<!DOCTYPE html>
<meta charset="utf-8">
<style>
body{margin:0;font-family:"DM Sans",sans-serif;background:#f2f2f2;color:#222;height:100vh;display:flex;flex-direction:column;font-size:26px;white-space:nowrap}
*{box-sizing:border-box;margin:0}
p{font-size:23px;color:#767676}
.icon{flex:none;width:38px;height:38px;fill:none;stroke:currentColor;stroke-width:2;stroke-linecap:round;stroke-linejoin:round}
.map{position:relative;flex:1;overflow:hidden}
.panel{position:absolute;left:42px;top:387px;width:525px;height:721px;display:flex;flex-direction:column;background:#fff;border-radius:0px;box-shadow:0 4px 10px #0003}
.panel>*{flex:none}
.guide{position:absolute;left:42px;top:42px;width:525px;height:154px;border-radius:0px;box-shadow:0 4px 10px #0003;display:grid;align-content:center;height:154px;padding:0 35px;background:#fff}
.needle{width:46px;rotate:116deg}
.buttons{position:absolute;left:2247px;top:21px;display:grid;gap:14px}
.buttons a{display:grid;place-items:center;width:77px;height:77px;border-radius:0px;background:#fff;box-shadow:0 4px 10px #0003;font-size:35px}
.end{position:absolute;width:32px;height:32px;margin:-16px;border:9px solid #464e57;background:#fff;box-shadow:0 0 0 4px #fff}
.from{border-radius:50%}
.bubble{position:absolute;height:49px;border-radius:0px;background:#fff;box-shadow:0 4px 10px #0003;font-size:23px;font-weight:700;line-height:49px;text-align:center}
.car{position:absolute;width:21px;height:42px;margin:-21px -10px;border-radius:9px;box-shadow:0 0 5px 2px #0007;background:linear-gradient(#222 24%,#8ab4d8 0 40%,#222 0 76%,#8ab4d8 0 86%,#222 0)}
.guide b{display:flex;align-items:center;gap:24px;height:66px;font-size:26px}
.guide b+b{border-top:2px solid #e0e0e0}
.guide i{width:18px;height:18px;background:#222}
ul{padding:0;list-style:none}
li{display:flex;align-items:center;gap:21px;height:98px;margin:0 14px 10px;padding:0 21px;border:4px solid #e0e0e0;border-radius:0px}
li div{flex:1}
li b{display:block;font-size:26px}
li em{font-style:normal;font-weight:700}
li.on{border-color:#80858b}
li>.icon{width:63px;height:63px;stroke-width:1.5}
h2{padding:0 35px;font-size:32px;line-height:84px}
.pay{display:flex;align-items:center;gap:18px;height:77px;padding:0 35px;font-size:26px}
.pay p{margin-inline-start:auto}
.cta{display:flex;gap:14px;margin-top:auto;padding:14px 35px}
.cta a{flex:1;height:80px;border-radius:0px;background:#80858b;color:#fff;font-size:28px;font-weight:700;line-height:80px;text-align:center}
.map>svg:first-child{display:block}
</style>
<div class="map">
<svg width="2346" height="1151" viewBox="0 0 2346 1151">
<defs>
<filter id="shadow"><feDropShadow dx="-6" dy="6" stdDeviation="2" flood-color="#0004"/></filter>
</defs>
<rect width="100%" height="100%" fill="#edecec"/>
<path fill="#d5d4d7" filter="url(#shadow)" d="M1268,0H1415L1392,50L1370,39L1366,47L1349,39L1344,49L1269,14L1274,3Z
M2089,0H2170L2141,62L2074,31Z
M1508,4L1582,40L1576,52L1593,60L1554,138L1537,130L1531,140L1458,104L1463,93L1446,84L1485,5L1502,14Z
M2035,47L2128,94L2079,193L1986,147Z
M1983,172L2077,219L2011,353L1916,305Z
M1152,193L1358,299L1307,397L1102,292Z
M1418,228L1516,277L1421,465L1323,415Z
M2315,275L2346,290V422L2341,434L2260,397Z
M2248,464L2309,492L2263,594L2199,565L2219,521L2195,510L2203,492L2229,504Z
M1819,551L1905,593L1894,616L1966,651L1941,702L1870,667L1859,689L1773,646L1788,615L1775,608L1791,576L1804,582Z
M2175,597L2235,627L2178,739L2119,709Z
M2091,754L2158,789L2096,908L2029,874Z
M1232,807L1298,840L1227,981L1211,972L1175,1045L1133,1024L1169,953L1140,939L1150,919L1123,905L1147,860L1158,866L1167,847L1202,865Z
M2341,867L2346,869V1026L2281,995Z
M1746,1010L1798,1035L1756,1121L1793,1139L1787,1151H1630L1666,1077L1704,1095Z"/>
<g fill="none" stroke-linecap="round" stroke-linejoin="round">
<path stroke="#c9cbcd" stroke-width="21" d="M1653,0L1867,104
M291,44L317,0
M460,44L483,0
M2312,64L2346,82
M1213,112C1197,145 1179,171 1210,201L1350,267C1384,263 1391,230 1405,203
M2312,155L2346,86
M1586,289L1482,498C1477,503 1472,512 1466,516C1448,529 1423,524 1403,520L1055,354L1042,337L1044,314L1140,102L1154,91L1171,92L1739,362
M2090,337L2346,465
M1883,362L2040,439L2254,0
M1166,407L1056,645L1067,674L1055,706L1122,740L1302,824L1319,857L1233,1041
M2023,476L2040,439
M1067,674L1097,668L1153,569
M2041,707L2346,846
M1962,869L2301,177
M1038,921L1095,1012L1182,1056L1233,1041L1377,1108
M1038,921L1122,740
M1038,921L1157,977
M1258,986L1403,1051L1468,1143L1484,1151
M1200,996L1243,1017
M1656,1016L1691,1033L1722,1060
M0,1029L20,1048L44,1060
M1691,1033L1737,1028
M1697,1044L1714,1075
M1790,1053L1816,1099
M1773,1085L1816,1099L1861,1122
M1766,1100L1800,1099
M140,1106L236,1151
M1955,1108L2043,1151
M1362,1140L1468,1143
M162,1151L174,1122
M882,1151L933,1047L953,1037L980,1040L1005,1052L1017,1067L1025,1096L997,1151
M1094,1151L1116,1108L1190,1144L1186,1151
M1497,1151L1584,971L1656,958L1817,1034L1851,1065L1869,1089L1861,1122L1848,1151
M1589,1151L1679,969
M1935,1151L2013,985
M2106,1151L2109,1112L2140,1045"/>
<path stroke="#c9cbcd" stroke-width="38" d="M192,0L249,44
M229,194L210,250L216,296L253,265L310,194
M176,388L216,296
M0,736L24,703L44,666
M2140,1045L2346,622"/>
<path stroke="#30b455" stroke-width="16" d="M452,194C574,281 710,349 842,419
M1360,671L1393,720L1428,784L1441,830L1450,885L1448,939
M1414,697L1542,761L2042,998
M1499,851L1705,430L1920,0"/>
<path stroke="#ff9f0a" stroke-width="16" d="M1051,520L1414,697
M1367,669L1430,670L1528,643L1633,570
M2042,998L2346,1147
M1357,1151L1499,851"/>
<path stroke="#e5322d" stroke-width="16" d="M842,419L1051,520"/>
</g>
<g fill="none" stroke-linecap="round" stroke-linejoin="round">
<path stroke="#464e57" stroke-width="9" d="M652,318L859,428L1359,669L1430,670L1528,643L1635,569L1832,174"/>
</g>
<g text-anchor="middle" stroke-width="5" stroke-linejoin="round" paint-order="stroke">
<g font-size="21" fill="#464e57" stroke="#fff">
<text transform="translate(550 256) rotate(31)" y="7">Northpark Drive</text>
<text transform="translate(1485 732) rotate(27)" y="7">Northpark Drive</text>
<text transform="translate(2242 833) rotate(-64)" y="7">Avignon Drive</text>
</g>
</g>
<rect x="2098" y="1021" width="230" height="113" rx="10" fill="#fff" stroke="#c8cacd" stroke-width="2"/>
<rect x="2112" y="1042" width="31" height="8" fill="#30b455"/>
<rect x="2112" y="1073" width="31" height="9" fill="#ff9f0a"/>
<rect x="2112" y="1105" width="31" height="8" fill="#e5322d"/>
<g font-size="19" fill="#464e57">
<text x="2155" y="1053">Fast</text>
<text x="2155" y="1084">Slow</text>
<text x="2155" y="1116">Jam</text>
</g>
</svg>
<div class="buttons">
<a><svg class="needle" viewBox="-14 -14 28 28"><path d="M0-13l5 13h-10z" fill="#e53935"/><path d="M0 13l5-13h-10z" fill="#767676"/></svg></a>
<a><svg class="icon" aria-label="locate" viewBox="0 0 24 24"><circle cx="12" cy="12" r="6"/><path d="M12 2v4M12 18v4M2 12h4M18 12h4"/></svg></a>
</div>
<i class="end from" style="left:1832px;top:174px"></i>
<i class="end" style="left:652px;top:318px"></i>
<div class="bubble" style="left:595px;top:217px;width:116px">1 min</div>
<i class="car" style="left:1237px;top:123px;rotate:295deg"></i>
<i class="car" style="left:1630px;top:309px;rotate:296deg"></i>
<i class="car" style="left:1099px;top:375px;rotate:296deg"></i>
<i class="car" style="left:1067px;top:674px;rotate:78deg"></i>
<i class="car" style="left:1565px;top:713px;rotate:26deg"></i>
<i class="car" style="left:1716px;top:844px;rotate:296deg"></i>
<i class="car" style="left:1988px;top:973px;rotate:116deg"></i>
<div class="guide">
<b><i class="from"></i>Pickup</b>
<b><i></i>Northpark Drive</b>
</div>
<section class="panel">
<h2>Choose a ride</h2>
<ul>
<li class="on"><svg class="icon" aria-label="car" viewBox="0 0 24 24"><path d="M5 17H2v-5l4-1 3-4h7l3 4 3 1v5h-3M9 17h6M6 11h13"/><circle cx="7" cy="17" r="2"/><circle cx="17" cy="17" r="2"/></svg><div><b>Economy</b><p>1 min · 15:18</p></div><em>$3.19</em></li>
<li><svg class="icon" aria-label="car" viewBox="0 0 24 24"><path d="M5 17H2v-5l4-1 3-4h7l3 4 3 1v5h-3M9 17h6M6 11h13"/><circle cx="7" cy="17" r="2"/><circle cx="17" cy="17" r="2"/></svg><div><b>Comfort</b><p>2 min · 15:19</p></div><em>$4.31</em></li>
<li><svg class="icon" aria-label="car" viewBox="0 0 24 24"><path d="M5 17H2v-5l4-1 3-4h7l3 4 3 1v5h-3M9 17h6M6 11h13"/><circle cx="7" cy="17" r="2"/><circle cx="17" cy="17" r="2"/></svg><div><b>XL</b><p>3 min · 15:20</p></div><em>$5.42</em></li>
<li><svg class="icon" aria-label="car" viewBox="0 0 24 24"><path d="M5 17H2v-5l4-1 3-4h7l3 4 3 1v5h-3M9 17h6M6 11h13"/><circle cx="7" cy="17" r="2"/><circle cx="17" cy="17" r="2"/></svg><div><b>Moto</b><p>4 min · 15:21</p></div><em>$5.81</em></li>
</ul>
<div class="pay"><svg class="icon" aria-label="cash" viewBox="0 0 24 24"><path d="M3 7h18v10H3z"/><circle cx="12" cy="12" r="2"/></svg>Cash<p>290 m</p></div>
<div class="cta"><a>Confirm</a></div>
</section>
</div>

● ● ●

__Work to be completed__
Wherever the string "bubble" occurs in the data, copy the line that holds it.

__Response__
.bubble{position:absolute;height:49px;border-radius:0px;background:#fff;box-shadow:0 4px 10px #0003;font-size:23px;font-weight:700;line-height:49px;text-align:center}
<div class="bubble" style="left:595px;top:217px;width:116px">1 min</div>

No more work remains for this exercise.